BRIEF:
Your copy must hold every line of the records word for word. It must hold no pictures.

GIVEN ENTRIES:
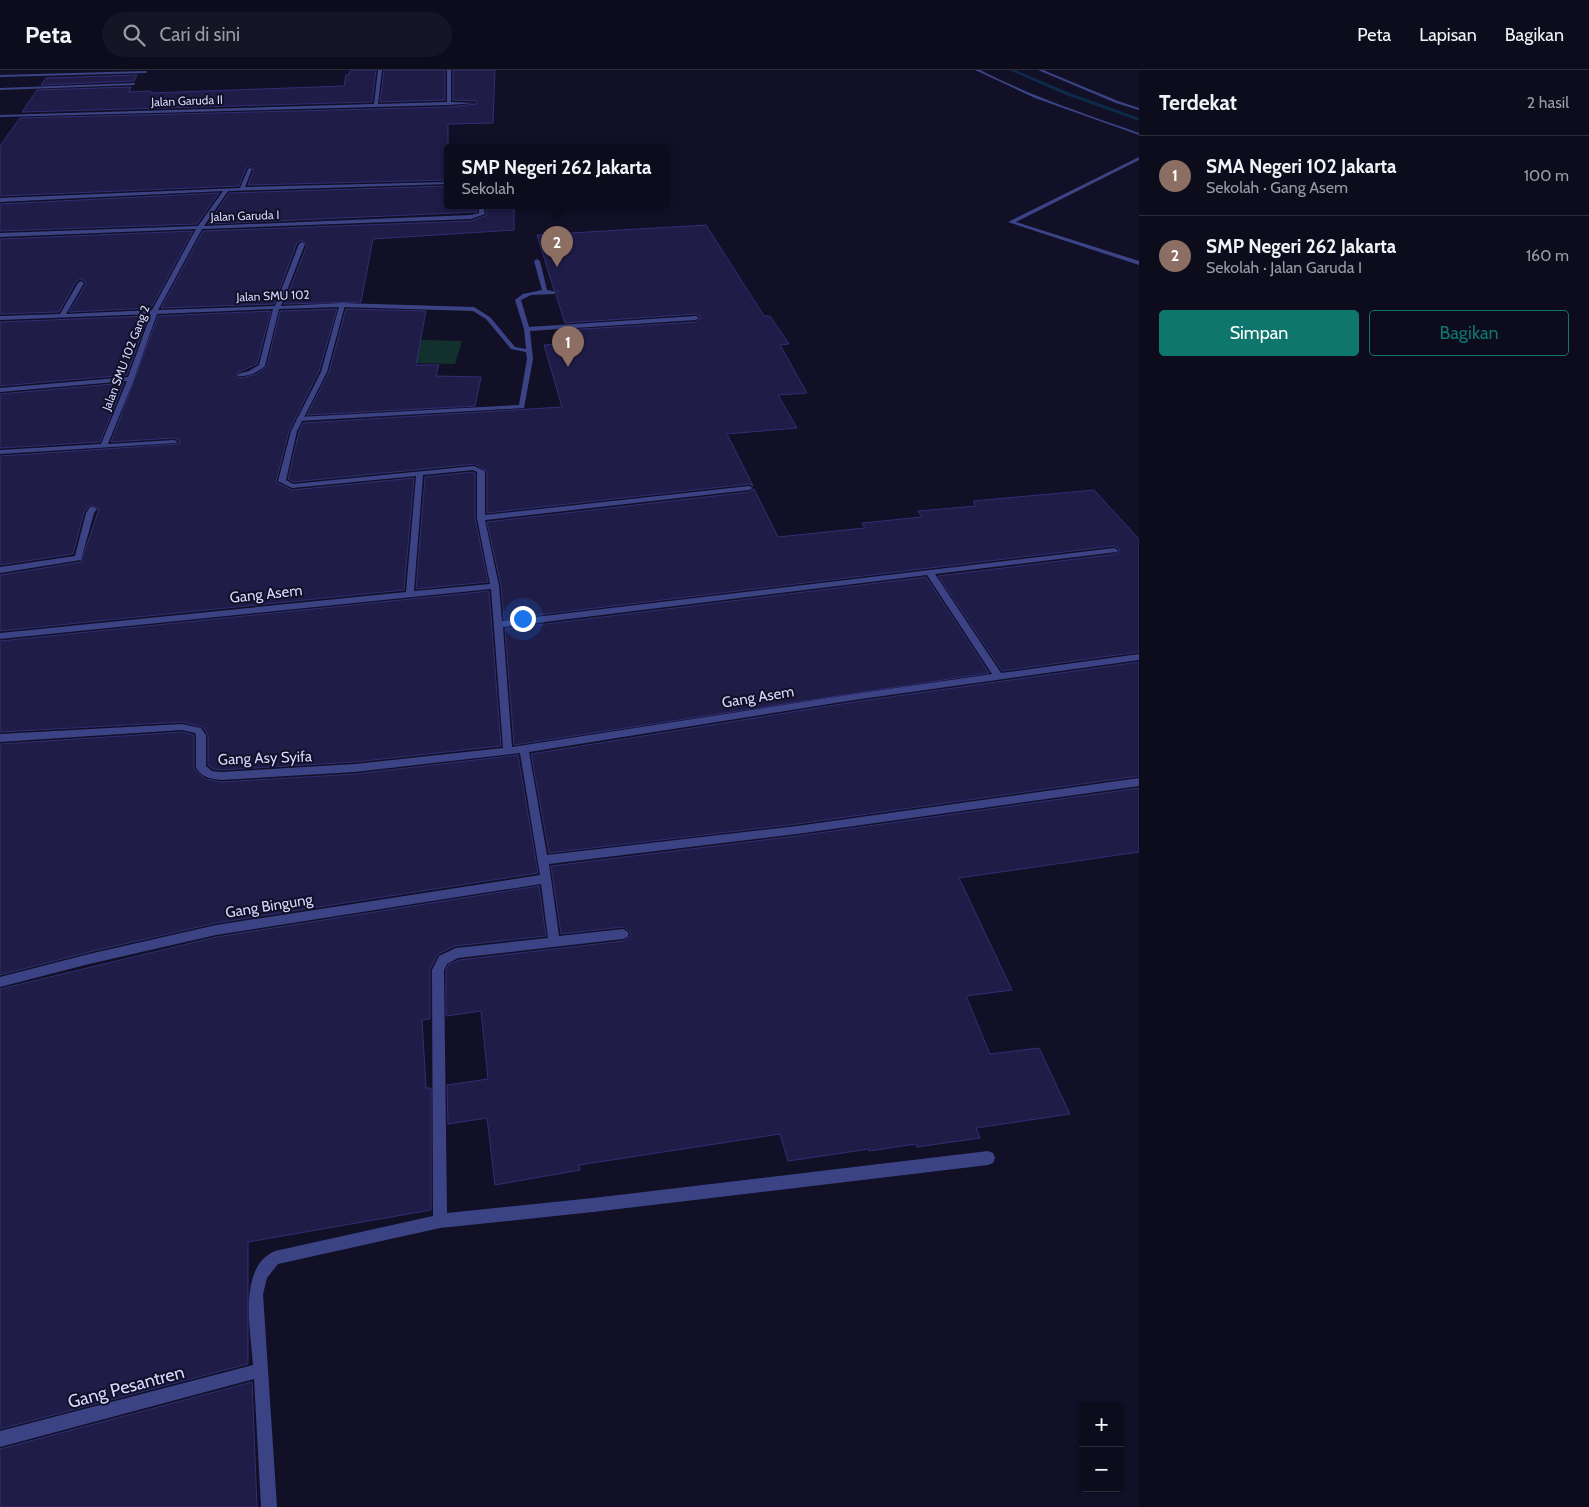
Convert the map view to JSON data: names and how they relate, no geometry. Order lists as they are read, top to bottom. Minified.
{"streets":{"street":["Jalan Garuda II","Jalan Garuda I","Jalan SMU 102","Jalan SMU 102 Gang 2","Gang Asem","Gang Asy Syifa","Gang Bingung","Gang Pesantren"]},"crossings":[["Jalan Garuda I","Jalan SMU 102 Gang 2"],["Jalan SMU 102","Jalan SMU 102 Gang 2"],["Gang Asem","Gang Asy Syifa"]],"page":{"header":"Peta","search":"Cari di sini","nav":["Peta","Lapisan","Bagikan"],"heading":["Terdekat","2 hasil"],"list":[{"mark":"1","name":"SMA Negeri 102 Jakarta","note":"Sekolah · Gang Asem","value":"100 m"},{"mark":"2","name":"SMP Negeri 262 Jakarta","note":"Sekolah · Jalan Garuda I","value":"160 m"}],"popup":["SMP Negeri 262 Jakarta","Sekolah"],"pins":["2","1"],"buttons":["Simpan","Bagikan"],"map_buttons":["+","−"]}}
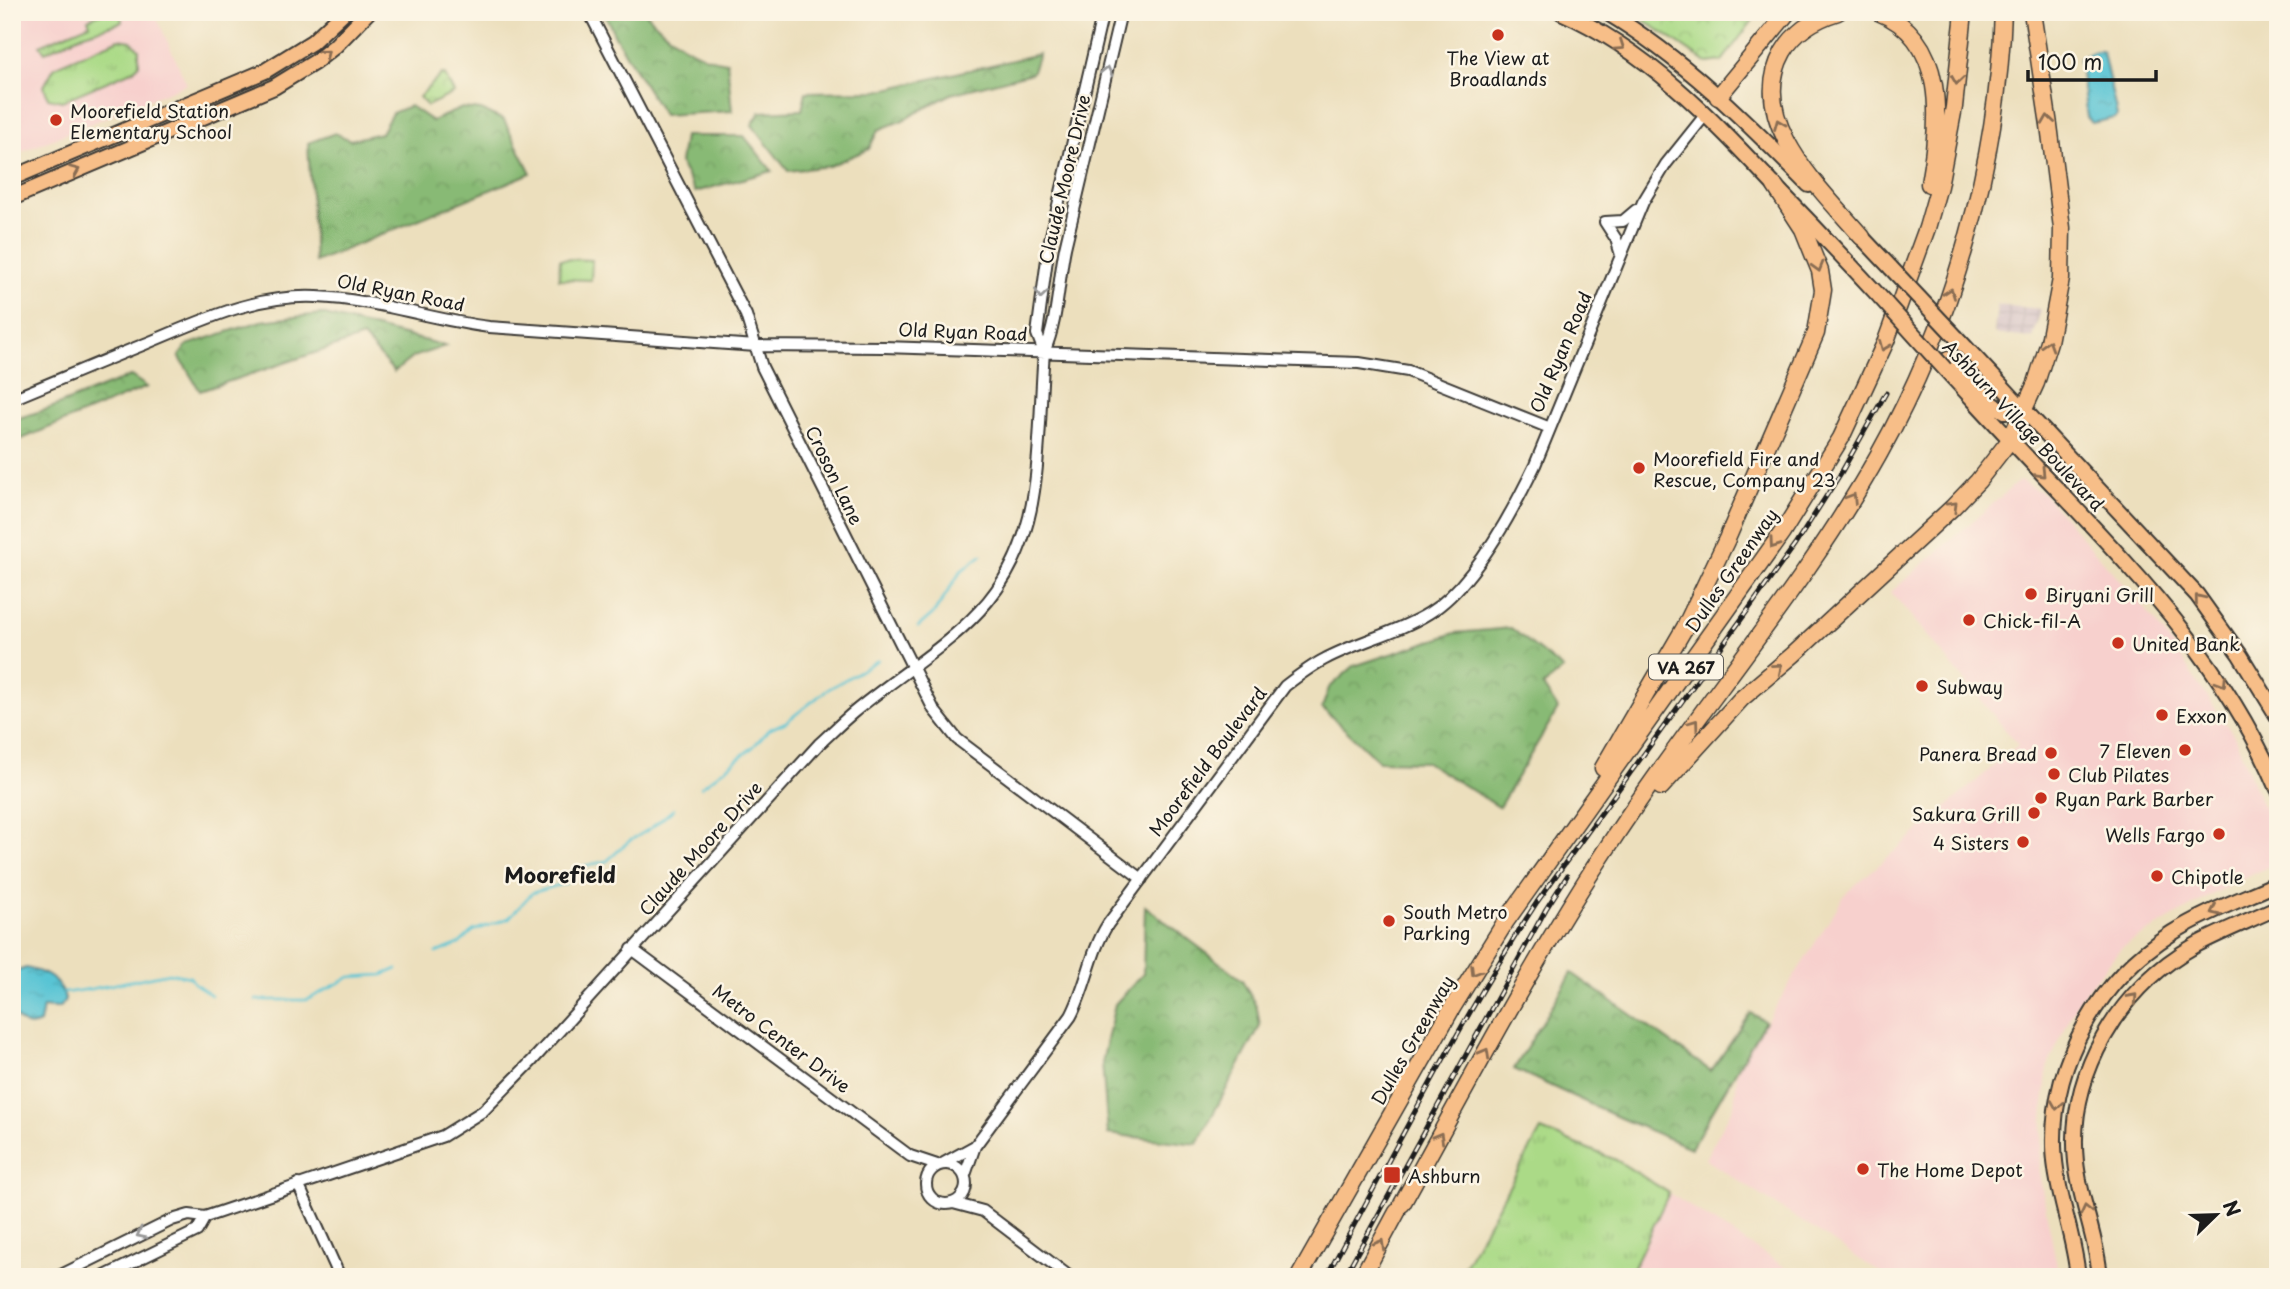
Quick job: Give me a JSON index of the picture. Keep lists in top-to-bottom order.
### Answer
{
  "streets": {
    "highway": ["Dulles Greenway", "VA 267"],
    "main road": ["Old Ryan Road", "Ashburn Village Boulevard"],
    "street": [
      "Claude Moore Drive",
      "Croson Lane",
      "Moorefield Boulevard",
      "Metro Center Drive"
    ]
  },
  "crossings": [
    ["Claude Moore Drive", "Old Ryan Road"],
    ["Claude Moore Drive", "Croson Lane"],
    ["Claude Moore Drive", "Metro Center Drive"],
    ["Old Ryan Road", "Ashburn Village Boulevard"],
    ["Old Ryan Road", "Croson Lane"],
    ["Old Ryan Road", "Moorefield Boulevard"],
    ["Croson Lane", "Moorefield Boulevard"],
    ["Moorefield Boulevard", "Metro Center Drive"]
  ],
  "districts": ["Moorefield"],
  "places": {
    "other": [
      "The View at Broadlands",
      "Moorefield Station Elementary School",
      "Moorefield Fire and Rescue, Company 23",
      "Biryani Grill",
      "Chick-fil-A",
      "United Bank",
      "Subway",
      "Exxon",
      "7 Eleven",
      "Panera Bread",
      "Club Pilates",
      "Ryan Park Barber",
      "Sakura Grill",
      "Wells Fargo",
      "4 Sisters",
      "Chipotle",
      "South Metro Parking",
      "The Home Depot"
    ],
    "transit": ["Ashburn"]
  },
  "scale_bar": "100 m",
  "north": "top right"
}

TASK SOLUTION:
Convert the map view to JSON data: names and how they relate, no geometry. Order lists as they are read, top to bottom. Minified.
{"streets":{"street":["Jalan Garuda II","Jalan Garuda I","Jalan SMU 102","Jalan SMU 102 Gang 2","Gang Asem","Gang Asy Syifa","Gang Bingung","Gang Pesantren"]},"crossings":[["Jalan Garuda I","Jalan SMU 102 Gang 2"],["Jalan SMU 102","Jalan SMU 102 Gang 2"],["Gang Asem","Gang Asy Syifa"]],"page":{"header":"Peta","search":"Cari di sini","nav":["Peta","Lapisan","Bagikan"],"heading":["Terdekat","2 hasil"],"list":[{"mark":"1","name":"SMA Negeri 102 Jakarta","note":"Sekolah · Gang Asem","value":"100 m"},{"mark":"2","name":"SMP Negeri 262 Jakarta","note":"Sekolah · Jalan Garuda I","value":"160 m"}],"popup":["SMP Negeri 262 Jakarta","Sekolah"],"pins":["2","1"],"buttons":["Simpan","Bagikan"],"map_buttons":["+","−"]}}
Quick job: Give me a JSON index of the picture. Keep lists in top-to-bottom order.
### Answer
{
  "streets": {
    "highway": ["Dulles Greenway", "VA 267"],
    "main road": ["Old Ryan Road", "Ashburn Village Boulevard"],
    "street": [
      "Claude Moore Drive",
      "Croson Lane",
      "Moorefield Boulevard",
      "Metro Center Drive"
    ]
  },
  "crossings": [
    ["Claude Moore Drive", "Old Ryan Road"],
    ["Claude Moore Drive", "Croson Lane"],
    ["Claude Moore Drive", "Metro Center Drive"],
    ["Old Ryan Road", "Ashburn Village Boulevard"],
    ["Old Ryan Road", "Croson Lane"],
    ["Old Ryan Road", "Moorefield Boulevard"],
    ["Croson Lane", "Moorefield Boulevard"],
    ["Moorefield Boulevard", "Metro Center Drive"]
  ],
  "districts": ["Moorefield"],
  "places": {
    "other": [
      "The View at Broadlands",
      "Moorefield Station Elementary School",
      "Moorefield Fire and Rescue, Company 23",
      "Biryani Grill",
      "Chick-fil-A",
      "United Bank",
      "Subway",
      "Exxon",
      "7 Eleven",
      "Panera Bread",
      "Club Pilates",
      "Ryan Park Barber",
      "Sakura Grill",
      "Wells Fargo",
      "4 Sisters",
      "Chipotle",
      "South Metro Parking",
      "The Home Depot"
    ],
    "transit": ["Ashburn"]
  },
  "scale_bar": "100 m",
  "north": "top right"
}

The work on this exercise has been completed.